TASK TO CARRY OUT: Whichever lines of the material contain "edge", copy each of them.

TASK INPUT:

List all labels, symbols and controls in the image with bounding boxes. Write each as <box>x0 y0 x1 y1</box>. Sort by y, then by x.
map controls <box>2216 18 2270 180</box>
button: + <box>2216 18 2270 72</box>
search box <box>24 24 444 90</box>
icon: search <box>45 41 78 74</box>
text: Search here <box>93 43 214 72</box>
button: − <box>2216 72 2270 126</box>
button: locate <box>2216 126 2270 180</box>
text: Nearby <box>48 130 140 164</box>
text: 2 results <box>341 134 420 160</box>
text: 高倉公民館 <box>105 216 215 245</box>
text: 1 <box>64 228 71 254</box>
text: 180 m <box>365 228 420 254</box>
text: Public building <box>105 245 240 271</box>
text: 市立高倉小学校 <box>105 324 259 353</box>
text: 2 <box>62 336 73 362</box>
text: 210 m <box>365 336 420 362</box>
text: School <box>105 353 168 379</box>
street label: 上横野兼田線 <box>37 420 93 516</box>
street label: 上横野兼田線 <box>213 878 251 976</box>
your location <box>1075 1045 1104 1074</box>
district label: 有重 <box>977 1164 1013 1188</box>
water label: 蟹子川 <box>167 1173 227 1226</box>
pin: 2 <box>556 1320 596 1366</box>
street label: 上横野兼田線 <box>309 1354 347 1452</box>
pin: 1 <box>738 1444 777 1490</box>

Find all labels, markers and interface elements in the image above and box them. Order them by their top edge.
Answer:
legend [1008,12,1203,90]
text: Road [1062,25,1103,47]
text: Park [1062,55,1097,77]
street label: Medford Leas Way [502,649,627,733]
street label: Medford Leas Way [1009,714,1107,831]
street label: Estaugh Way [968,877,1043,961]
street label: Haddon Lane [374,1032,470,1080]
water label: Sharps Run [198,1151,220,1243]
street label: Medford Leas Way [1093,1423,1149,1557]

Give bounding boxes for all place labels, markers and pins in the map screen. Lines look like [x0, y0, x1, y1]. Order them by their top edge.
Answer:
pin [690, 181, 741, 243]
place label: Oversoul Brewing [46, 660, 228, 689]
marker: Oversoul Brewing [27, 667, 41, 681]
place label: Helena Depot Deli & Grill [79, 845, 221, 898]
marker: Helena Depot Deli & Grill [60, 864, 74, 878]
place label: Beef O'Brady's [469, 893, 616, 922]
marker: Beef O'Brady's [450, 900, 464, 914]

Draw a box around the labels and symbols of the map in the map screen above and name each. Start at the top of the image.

EXERCISE RESULT:
Find all labels, markers and interface elements in the image above and box them. Order them by their top edge.
Give bounding boxes for all place labels, markers and pins in the map screen. Lines look like [x0, y0, x1, y1]. Order them by their top edge.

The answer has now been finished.